Small-Caps Tap Bear Market Territory
8:00am (EST)
The stock market showed strength on Friday despite disappointing economic news as traders continued to nibble at oversold levels while hoping a near-term bottom starts to form. Specifically, consumer sentiment sank to 57.9 versus forecasts for a reading of 63.2.
The Nasdaq closed at 17,754 (+2.6%) after making a trip to 17,773. Near-term resistance at 17,750 was cleared and held. Key support is at 17,500.
The S&P 500 tagged a high of 5,645 before settling at 5,638 (+2.1%). Key resistance at 5,650 was challenged and held. Crucial support is at 5,550.
The Dow ended at 41,488 (+1.7%) with the high hitting 41,528. Resistance at 41,500 was topped but held. Near-term support is at 40,500.
Earnings and Economic News
Before the open: Protalix BioTherapeutics (PLX), Townsquare Media (TSW), 360 Finance (QFIN)
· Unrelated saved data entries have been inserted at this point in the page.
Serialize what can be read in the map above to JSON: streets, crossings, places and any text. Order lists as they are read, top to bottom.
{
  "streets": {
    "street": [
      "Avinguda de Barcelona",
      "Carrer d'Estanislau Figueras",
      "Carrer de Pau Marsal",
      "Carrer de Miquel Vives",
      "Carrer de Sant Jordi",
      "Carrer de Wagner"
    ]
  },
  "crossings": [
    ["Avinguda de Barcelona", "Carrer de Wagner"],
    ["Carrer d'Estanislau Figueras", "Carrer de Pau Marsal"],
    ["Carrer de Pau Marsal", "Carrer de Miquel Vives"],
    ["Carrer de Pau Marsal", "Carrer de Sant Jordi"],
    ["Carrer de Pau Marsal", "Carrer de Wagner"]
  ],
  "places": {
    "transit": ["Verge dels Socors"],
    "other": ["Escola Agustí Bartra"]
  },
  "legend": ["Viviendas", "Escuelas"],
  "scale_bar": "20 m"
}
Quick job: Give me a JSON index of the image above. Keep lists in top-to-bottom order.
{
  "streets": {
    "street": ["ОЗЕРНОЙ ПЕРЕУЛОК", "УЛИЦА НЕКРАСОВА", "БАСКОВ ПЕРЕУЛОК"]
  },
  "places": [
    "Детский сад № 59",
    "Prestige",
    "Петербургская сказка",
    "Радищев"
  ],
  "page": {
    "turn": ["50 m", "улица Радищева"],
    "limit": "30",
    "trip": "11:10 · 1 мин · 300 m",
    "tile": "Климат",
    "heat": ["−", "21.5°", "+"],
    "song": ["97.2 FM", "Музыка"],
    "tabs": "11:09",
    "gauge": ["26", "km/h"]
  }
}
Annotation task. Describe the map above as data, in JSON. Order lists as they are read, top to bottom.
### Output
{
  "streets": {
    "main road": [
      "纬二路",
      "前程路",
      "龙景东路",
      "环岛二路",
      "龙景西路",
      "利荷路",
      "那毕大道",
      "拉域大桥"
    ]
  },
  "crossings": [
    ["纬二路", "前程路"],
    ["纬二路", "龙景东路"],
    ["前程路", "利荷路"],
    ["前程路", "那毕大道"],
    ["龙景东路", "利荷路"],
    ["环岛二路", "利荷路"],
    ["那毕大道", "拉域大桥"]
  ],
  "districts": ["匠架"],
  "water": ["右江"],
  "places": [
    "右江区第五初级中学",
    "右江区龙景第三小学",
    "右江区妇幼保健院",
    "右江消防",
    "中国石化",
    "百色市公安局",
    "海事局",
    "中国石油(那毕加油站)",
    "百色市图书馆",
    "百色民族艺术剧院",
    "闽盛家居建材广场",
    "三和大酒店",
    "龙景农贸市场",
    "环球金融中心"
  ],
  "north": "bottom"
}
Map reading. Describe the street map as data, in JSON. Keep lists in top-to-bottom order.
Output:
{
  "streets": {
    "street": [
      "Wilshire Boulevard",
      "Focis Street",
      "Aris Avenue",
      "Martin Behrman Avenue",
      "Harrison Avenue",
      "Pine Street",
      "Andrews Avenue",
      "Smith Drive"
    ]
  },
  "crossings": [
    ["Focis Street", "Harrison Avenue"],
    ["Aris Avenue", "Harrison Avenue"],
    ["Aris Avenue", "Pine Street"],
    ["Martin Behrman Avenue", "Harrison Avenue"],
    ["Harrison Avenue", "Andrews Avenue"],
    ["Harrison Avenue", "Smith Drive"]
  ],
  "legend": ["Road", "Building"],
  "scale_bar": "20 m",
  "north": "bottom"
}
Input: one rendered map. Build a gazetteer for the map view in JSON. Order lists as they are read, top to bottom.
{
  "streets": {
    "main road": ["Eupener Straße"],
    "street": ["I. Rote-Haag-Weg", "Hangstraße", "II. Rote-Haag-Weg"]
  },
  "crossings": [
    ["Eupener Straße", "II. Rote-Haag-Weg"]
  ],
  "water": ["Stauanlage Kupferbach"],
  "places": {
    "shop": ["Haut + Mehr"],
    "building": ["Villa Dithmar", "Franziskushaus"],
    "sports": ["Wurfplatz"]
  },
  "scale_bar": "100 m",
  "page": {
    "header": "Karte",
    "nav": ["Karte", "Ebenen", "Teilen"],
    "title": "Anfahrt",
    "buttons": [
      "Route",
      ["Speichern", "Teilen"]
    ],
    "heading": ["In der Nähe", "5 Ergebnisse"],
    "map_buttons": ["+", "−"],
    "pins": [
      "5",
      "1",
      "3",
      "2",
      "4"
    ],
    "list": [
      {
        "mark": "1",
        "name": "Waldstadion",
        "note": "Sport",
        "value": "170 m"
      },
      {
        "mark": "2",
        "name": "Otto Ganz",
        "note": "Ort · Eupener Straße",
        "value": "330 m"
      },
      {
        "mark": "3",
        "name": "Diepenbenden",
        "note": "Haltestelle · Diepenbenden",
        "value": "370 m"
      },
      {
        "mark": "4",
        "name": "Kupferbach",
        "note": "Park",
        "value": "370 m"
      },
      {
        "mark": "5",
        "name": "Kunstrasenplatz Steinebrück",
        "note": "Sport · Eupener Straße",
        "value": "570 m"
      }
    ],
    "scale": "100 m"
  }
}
After the close: FibroGen (FGEN), High Tide (HITI, Getty Images (GETY), RF Industries (RF)
Economic News
Empire State Manufacturing Survey – 8:30am
Retail Sales – 8:30am
Business Inventories -10:00am
Home Builder Confidence Index – 10:00am
Technical Outlook and Market Thoughts
The charts are now showing well established downtrend channels with the major indexes on four-week losing streaks. The lower lows last Thursday stretched near-term and backup support levels that came into focus on Monday.
Friday’s positive session was a start for the bulls as volatility also hit lower lows to close out the week. Remember, higher volatility usually means the market is pulling back while lower volatility signals calmness and a higher moving market.
Of course, picking market bottoms and tops is never an easy task. In fact, the slick talking pros will tell you it is impossible to predict but that is not true if you do the homework. They simply don’t do the research and why we do.
With that said, let’s start with the Volatility Index (VIX) as it held 30 throughout last week with Monday and Tuesday’s peaks at 29.56 and 29.57. The close below 24 on Friday was bullish for the market but there needs to be follow thru this week and a push towards 20.
Now that 30 has held, it is even more likely going forward that a move above this level would confirm a blood-in-the-streets moment down the road for the market. This could come from tariff or tax reform troubles and other world changing events we will continue to monitor.
The Nasdaq bottomed at 17,238 on Tuesday and 17,239 on Thursday and held 17,000. This represented a 15% plunge from its December 16th all-time high at 20,204. Key support at 17,500 was stretched throughout the week but was recovered on Friday. A close below 17,000 could lead to selling pressure down to 16,750-16,200 with the latter representing bear-market territory (-20%) for the index.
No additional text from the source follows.